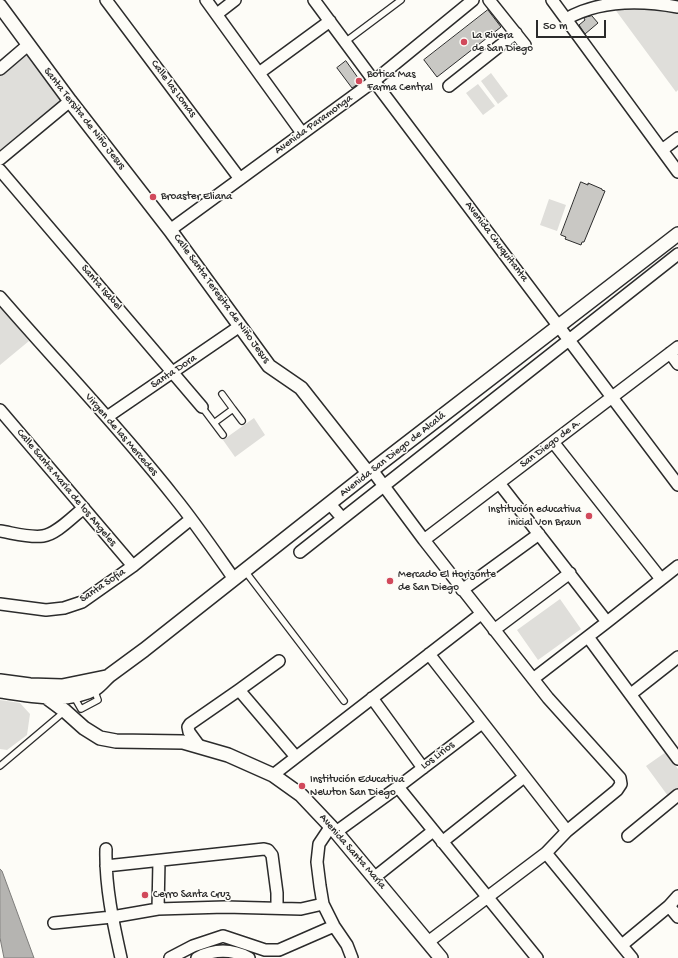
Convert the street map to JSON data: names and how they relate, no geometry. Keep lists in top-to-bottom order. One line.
{"streets":{"street":["Calle las Lomas","Santa Tersita de Niño Jesus","Avenida Paramonga","Avenida Chuquitanta","Santa Isabel","Calle Santa Teresita de Niño Jesus","Santa Dora","Virgen de las Mercedes","San Diego de A.","Avenida San Diego de Alcalá","Calle Santa Maria de los Angeles","Santa Sofia","Los Lirios","Avenida Santa María"]},"crossings":[["Calle las Lomas","Avenida Paramonga"],["Santa Tersita de Niño Jesus","Avenida Paramonga"],["Santa Tersita de Niño Jesus","Calle Santa Teresita de Niño Jesus"],["Avenida Paramonga","Avenida Chuquitanta"],["Avenida Paramonga","Calle Santa Teresita de Niño Jesus"],["Avenida Chuquitanta","San Diego de A."],["Avenida Chuquitanta","Avenida San Diego de Alcalá"],["Santa Isabel","Santa Dora"],["Calle Santa Teresita de Niño Jesus","Santa Dora"],["Calle Santa Teresita de Niño Jesus","Avenida San Diego de Alcalá"],["Santa Dora","Virgen de las Mercedes"],["Virgen de las Mercedes","Avenida San Diego de Alcalá"],["Virgen de las Mercedes","Santa Sofia"],["Avenida San Diego de Alcalá","Avenida Santa María"],["Calle Santa Maria de los Angeles","Santa Sofia"],["Los Lirios","Avenida Santa María"]],"places":["La Rivera de San Diego","Botica Mas Farma Central","Broaster Eliana","Institución educativa inicial Von Braun","Mercado El Horizonte de San Diego","Institución Educativa Newton San Diego","Cerro Santa Cruz"],"scale_bar":"50 m"}
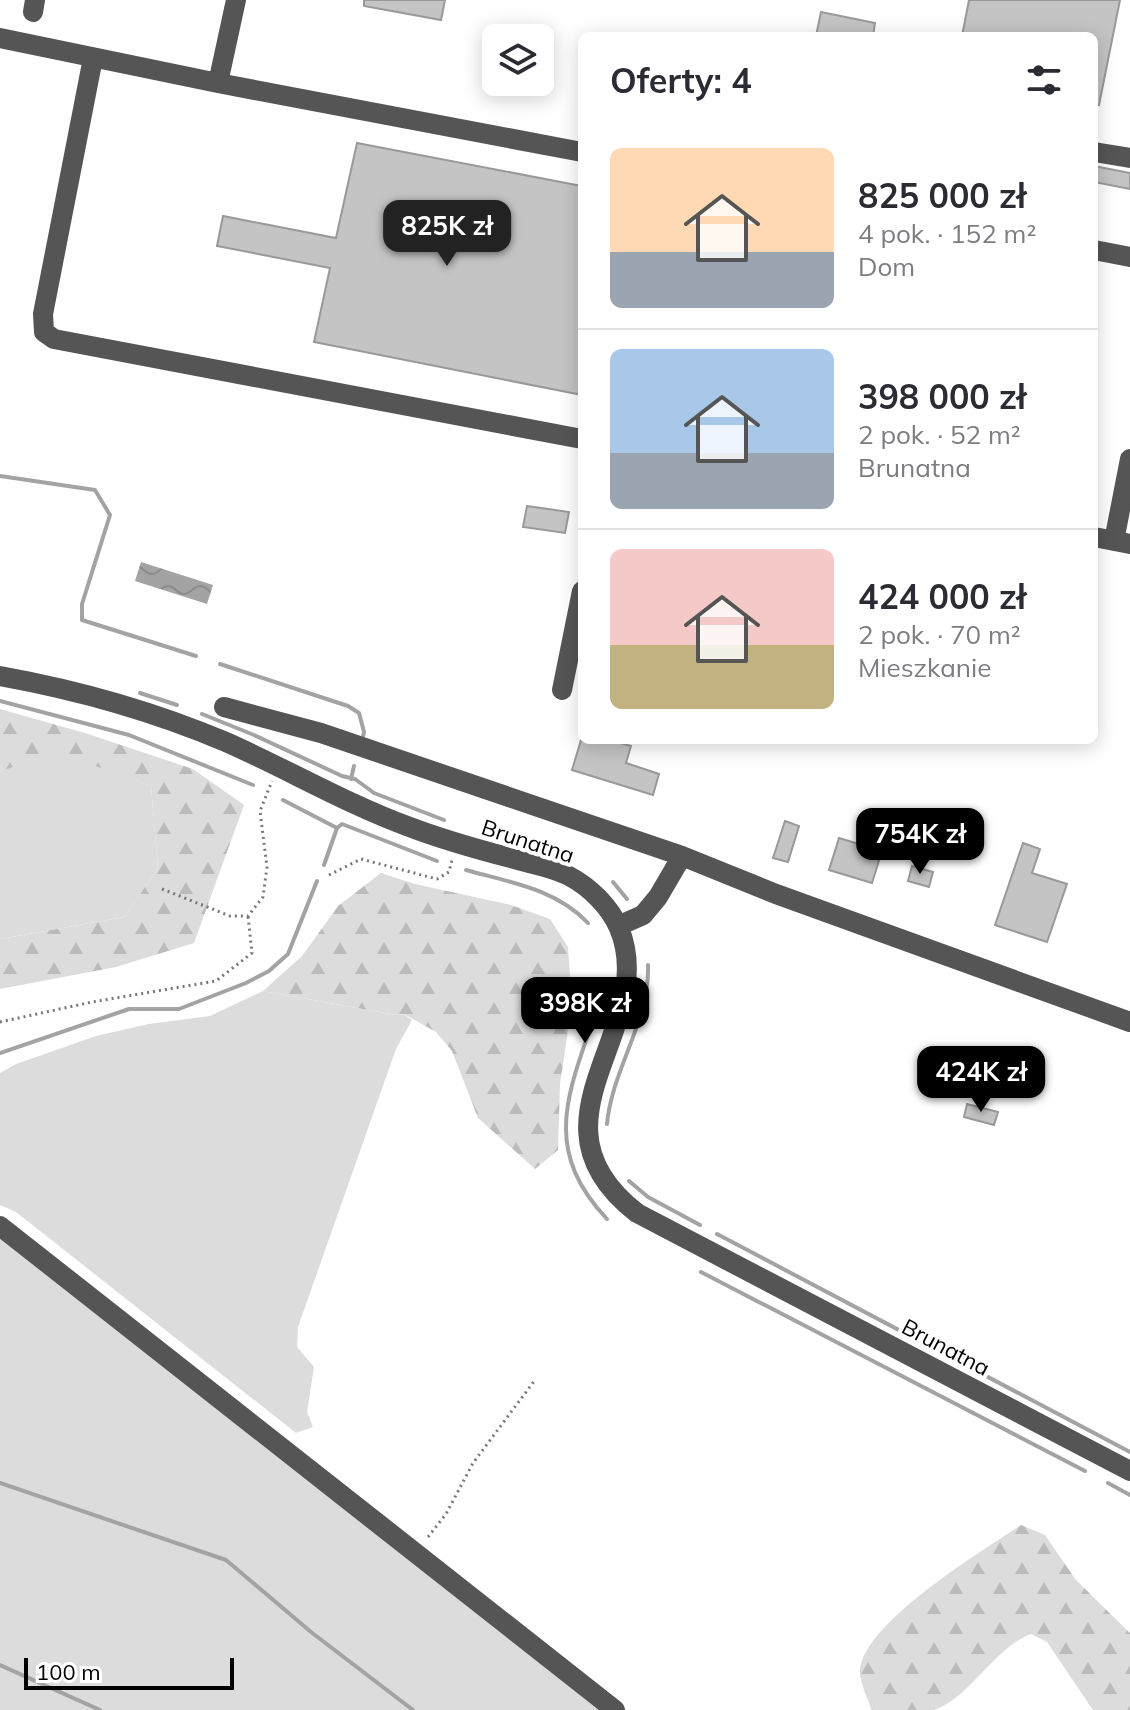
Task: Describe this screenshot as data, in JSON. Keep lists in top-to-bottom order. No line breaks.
{"streets":{"street":["Brunatna"]},"scale_bar":"100 m","page":{"heading":"Oferty: 4","list":[{"name":"825 000 zł","note":"4 pok. · 152 m² · Dom"},{"name":"398 000 zł","note":"2 pok. · 52 m² · Brunatna"},{"name":"424 000 zł","note":"2 pok. · 70 m² · Mieszkanie"}],"price":["825K zł","754K zł","398K zł","424K zł"],"scale":"100 m"}}
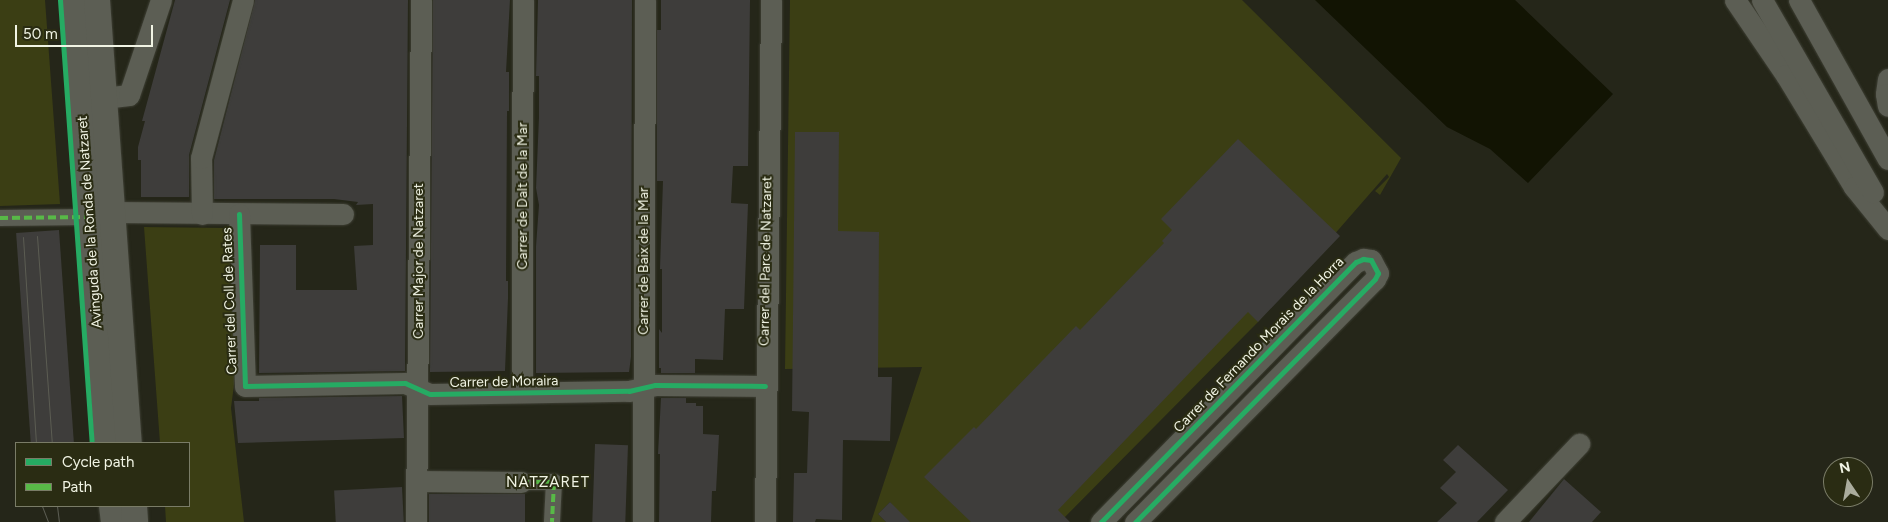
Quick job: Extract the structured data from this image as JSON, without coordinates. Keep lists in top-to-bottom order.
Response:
{
  "streets": {
    "street": [
      "Carrer de Dalt de la Mar",
      "Avinguda de la Ronda de Natzaret",
      "Carrer Major de Natzaret",
      "Carrer de Baix de la Mar",
      "Carrer del Parc de Natzaret",
      "Carrer del Coll de Rates",
      "Carrer de Fernando Morais de la Horra",
      "Carrer de Moraira"
    ]
  },
  "crossings": [
    ["Carrer de Dalt de la Mar", "Carrer de Moraira"],
    ["Carrer Major de Natzaret", "Carrer de Moraira"],
    ["Carrer de Baix de la Mar", "Carrer de Moraira"],
    ["Carrer del Parc de Natzaret", "Carrer de Moraira"],
    ["Carrer del Coll de Rates", "Carrer de Moraira"]
  ],
  "districts": ["NATZARET"],
  "legend": ["Cycle path", "Path"],
  "scale_bar": "50 m",
  "north": "top"
}
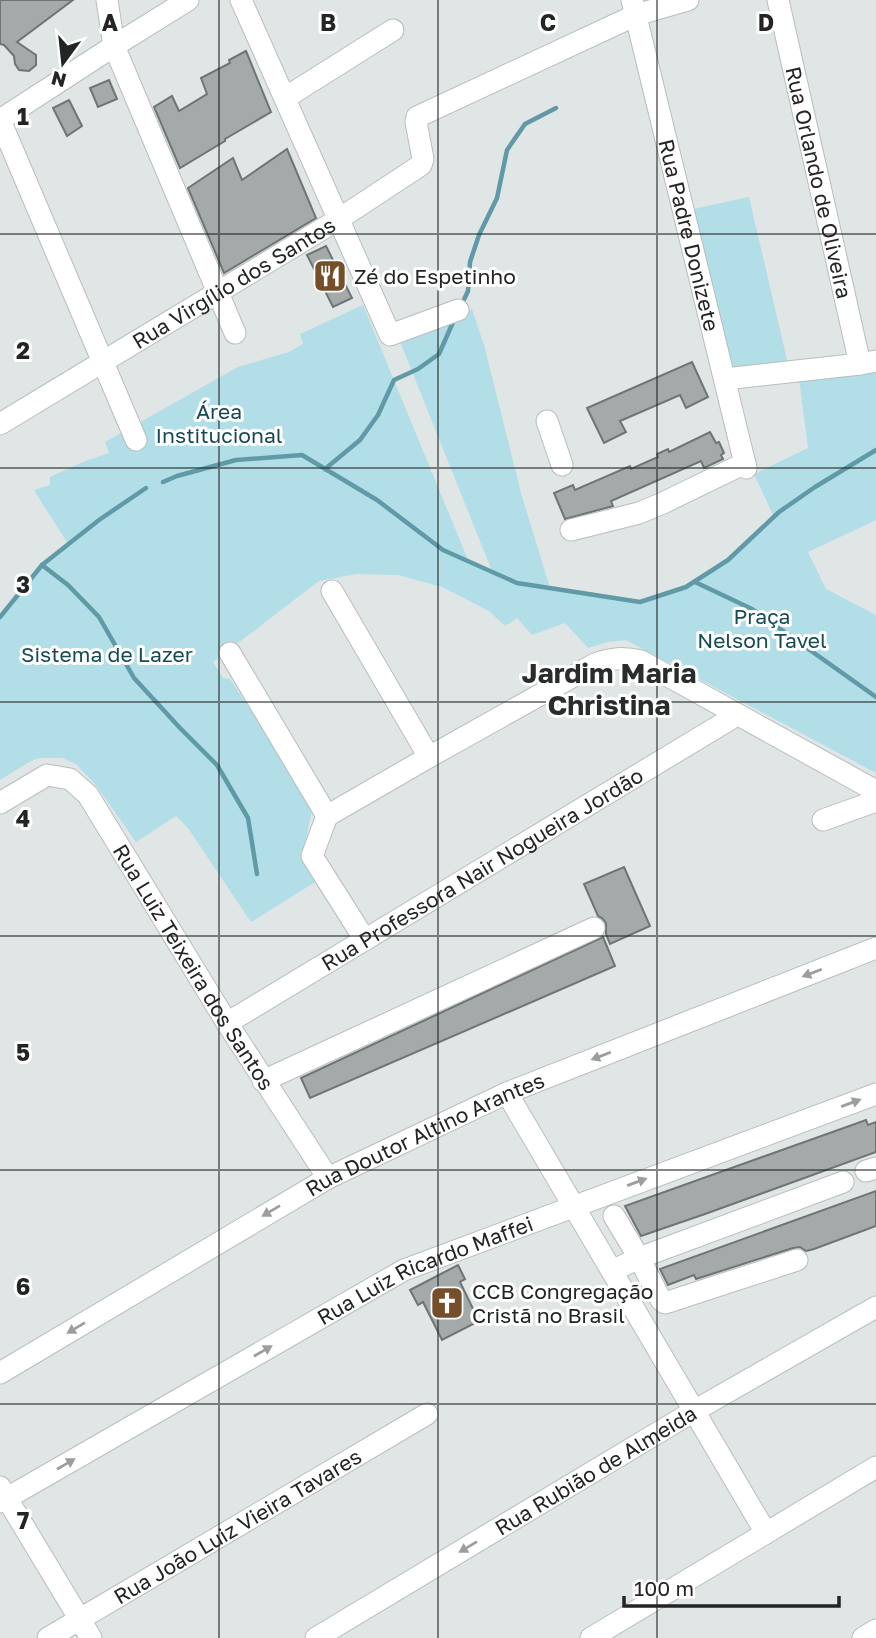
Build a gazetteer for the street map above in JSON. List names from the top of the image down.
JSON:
◇ ◇ ◇ ◇ ◇ ◇ ◇
EXERCISE DESCRIPTION:
Find "Build a gazetteer" in the data above, then repeat that line and all lines after it exactly, ending with the final line.

WRITTEN SOLUTION:
Build a gazetteer for the street map above in JSON. List names from the top of the image down.
JSON:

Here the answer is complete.